Rear Window

Rear Window

Love thy neighbor.

Well, here we are; the last Hitchcock film on the list for me to review. Granted, I’ve seen this one before, but still; it’s a bit sad to say goodbye to the master of suspense. On the other hand, part of me is glad as well; too much of one director gets too samey (I’m running into that problem with Bergman), so to finish off a director on the list is gratifying in a sense. Anyway, here we are, with Rear Window, one of Hitch’s finest. James Stewart stars as J.B. Jeffries, a photographer stuck in his apartment with a broken leg reduced to spying on his neighbors for entertainment, even if what he sees isn’t intended to be spied upon.

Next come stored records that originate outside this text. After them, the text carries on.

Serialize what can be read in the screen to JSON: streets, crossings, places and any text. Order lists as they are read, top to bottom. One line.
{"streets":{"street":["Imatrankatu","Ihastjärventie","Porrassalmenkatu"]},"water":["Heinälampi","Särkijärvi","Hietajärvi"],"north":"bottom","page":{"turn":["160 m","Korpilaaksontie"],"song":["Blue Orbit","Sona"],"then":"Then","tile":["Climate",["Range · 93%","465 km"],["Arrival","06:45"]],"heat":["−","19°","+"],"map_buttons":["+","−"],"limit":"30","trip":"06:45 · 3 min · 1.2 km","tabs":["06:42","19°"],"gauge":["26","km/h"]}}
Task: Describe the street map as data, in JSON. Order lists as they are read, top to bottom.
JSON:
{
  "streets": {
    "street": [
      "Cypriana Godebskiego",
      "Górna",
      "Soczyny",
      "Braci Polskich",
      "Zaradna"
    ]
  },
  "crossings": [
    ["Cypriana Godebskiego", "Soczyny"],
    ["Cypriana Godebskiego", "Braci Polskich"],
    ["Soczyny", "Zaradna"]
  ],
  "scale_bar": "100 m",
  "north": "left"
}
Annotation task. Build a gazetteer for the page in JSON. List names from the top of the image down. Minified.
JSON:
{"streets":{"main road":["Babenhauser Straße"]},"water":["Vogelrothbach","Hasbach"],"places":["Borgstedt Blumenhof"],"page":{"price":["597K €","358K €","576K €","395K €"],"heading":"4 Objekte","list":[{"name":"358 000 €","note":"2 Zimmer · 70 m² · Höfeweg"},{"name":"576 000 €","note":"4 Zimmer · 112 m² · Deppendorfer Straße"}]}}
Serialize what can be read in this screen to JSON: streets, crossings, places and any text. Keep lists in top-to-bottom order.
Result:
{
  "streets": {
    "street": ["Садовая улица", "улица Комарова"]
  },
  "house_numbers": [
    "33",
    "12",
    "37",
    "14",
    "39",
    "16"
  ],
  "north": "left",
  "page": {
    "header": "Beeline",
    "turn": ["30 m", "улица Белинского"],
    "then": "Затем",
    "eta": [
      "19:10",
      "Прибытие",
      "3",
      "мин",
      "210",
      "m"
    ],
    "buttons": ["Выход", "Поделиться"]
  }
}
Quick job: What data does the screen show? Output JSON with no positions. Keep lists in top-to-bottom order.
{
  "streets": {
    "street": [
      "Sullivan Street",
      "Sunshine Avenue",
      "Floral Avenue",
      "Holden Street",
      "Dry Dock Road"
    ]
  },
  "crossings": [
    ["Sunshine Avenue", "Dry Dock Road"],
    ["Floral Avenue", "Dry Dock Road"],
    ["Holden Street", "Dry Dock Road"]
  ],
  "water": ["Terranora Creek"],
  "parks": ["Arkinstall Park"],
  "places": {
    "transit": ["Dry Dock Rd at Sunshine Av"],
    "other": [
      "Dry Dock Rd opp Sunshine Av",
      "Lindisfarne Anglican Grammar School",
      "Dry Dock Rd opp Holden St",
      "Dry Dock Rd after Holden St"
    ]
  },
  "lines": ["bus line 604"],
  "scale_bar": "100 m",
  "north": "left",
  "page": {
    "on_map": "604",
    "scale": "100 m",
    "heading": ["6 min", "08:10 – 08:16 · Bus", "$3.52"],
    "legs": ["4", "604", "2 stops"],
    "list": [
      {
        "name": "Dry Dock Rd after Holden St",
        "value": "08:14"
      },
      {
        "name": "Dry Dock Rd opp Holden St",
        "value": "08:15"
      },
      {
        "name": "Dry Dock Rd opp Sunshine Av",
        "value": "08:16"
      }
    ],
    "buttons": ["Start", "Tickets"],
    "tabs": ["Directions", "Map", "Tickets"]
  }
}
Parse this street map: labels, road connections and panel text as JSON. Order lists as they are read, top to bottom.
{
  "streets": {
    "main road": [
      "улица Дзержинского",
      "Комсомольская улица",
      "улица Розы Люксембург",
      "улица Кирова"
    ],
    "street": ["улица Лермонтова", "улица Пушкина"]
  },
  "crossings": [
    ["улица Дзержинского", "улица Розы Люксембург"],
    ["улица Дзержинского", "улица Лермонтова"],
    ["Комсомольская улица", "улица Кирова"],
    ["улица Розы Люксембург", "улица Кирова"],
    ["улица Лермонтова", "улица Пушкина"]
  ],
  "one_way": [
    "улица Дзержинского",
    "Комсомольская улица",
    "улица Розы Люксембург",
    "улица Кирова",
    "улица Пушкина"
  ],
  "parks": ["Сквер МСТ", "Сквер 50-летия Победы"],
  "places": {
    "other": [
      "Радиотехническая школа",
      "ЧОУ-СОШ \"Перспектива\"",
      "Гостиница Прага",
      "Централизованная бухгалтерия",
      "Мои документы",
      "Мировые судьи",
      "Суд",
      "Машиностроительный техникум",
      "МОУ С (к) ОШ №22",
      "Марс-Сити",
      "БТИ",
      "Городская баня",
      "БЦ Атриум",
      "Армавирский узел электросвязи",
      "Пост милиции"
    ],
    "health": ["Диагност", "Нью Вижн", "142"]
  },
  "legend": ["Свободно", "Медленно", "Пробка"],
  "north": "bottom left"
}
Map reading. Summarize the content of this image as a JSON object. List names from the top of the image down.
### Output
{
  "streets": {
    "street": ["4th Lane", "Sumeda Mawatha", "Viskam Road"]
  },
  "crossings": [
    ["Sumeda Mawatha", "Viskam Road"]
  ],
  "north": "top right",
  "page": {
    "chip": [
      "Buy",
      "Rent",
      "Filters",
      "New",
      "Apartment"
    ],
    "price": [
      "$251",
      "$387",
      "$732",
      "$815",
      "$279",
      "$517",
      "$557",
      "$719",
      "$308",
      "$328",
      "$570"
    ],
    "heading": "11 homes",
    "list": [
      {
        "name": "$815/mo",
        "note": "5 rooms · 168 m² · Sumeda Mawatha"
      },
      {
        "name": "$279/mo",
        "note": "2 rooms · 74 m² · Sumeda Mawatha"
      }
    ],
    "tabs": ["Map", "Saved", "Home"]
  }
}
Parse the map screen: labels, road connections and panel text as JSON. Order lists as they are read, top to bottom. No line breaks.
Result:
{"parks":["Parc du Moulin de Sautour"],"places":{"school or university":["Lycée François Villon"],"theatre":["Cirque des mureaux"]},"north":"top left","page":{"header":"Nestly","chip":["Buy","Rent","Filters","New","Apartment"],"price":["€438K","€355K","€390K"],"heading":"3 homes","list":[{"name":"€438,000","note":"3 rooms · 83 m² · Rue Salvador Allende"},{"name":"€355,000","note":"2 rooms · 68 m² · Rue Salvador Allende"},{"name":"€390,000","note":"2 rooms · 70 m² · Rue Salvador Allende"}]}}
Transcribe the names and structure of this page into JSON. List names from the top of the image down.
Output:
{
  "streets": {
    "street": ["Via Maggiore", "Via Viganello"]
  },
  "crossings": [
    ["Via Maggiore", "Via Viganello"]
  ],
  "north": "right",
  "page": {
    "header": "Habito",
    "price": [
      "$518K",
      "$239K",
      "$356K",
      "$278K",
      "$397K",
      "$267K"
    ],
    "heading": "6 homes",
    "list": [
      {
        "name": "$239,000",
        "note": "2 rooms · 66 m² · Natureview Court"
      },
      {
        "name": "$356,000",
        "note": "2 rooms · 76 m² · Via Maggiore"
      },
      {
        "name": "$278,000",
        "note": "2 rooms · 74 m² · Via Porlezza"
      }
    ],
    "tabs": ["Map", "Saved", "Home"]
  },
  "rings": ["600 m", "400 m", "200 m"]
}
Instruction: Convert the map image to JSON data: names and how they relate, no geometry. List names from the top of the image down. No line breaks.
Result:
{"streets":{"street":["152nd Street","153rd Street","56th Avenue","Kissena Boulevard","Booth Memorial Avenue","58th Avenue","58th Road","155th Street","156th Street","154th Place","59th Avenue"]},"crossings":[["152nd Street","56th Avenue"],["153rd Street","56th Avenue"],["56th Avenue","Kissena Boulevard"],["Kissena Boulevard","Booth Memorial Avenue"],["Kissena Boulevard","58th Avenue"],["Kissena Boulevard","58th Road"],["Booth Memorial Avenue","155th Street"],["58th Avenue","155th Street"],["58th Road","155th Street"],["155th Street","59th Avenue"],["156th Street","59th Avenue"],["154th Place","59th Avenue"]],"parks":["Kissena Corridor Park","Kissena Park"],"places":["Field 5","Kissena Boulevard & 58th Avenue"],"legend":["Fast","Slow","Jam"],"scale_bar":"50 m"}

The way Hitch makes this work so well is by creating and populating a universe with a sense of reality, of the many things that would normally transpire in an apartment block such as this. We are privy to everything Jeffries sees and experiences, which helps us to place ourselves in his shoes and become the character, wondering about the neighbors as Jeffries wonders, and figuring things out as he figures them. The action escalates at a very natural pace, keeping us involved and keeping the intensity ever climbing, as more and more paranoia is piled on, until finally, in fine Hitchcock fashion, everything comes to a boil. Jimmy Stewart essentially plays Jimmy Stewart in this, like he does in most of his pictures, but he spends most of the time staring out the window, leaving us to think for ourselves about what he sees, which makes for an effective self-inserting character.

This works at just about every level, from the suspense to the mystery, and most importantly, it involves the viewer to a level few movies ever really go to; not that it’s their fault, but Rear Window’s material just makes it a natural for doing so. Well, with that, I bid adieu to Hitchcock, at least as far as the 1001 list is concerned. It just happened that I saved one of the best for last, as well as one of my personal favorites, so if you haven’t seen Rear Window, or want an introduction to Hitchcock at his very finest, this is as good a place as any to start.